Mort de Nahel : Bruxelles souhaite éviter de nouvelles émeutes
Bruxelles a récemment été le théâtre de protestations en réaction au décès de Nahel, 17 ans, tué mardi dernier par un policier à Nanterre. Le bourgmestre de Bruxelles a décidé de prendre des mesures pour éviter de nouvelles échauffourées.
Bruxelles a récemment été le théâtre de protestations en réaction au décès du Nahel, 17 ans, tué mardi dernier par un policier à Nanterre, en France. Le bourgmestre de Bruxelles a décidé de prendre des mesures pour éviter de nouvelles échauffourées.

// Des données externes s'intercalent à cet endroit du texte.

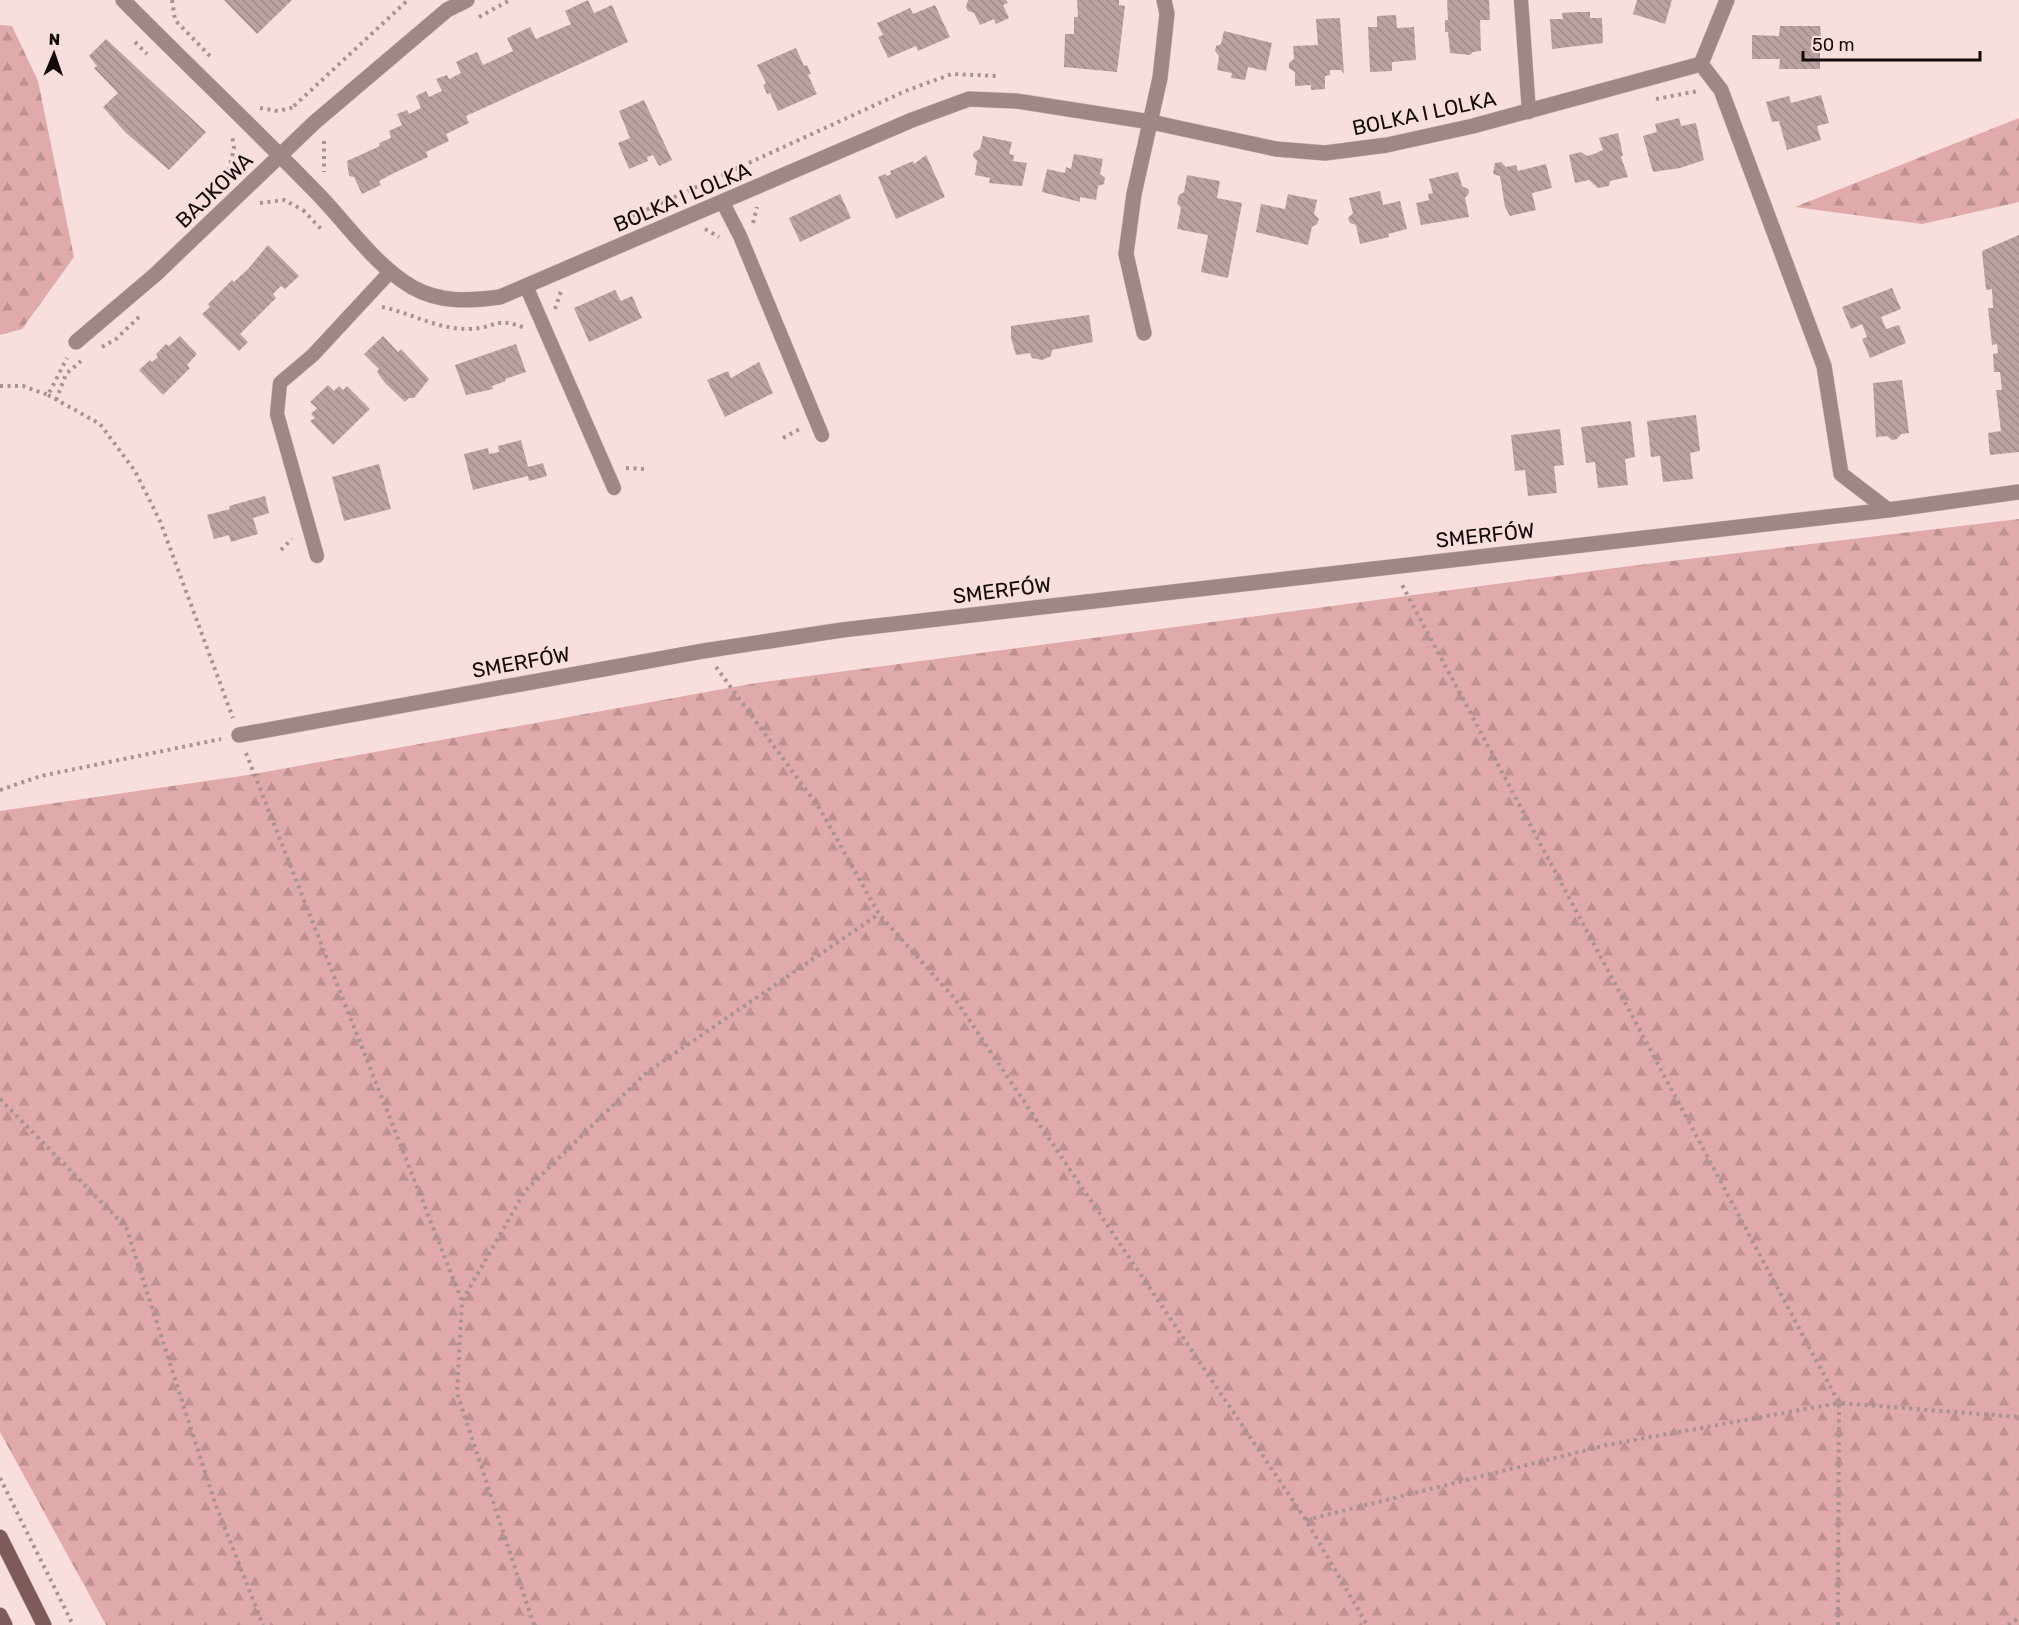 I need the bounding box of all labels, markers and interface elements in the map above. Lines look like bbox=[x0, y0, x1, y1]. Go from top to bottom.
north arrow bbox=[24, 24, 84, 84]
scale bar bbox=[1803, 24, 1980, 62]
text: N bbox=[48, 30, 61, 49]
text: 50 m bbox=[1812, 34, 1855, 56]
street label: BOLKA I LOLKA bbox=[1350, 86, 1498, 140]
street label: BAJKOWA bbox=[170, 147, 258, 233]
street label: BOLKA I LOLKA bbox=[610, 157, 754, 237]
street label: SMERFÓW bbox=[1434, 517, 1536, 553]
street label: SMERFÓW bbox=[951, 572, 1053, 608]
street label: SMERFÓW bbox=[470, 641, 572, 683]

A la fin de la semaine dernière, les émeutes en France ont fait tache d’huile en Belgique après que des appels au rassemblement ont été lancés sur les réseaux sociaux. Résultat : dégradations diverses et plus de 130 arrestations.
Parmi les personnes arrêtées, certaines étaient en possession d’armes (tels que des cocktails Molotov) et planifiaient des attaques, notamment contre le commissariat de la commune d’Anderlecht, rapporte la presse belge.
Le bourgmestre de Bruxelles, Philippe Close (Parti socialiste, PS), s’est exprimé lundi (3 juillet) sur ces récents évènements lors de la matinale de Bel-RTL.
Il salue notamment le travail de la police, ainsi que l’aide apportée par les adultes des quartiers touchés qui « nous ont permis de calmer les choses » et de « faire retomber la pression », comparant la situation avec les émeutes qui avaient résulté de la victoire du Maroc face à la Belgique lors de la Coupe du monde de football en novembre dernier.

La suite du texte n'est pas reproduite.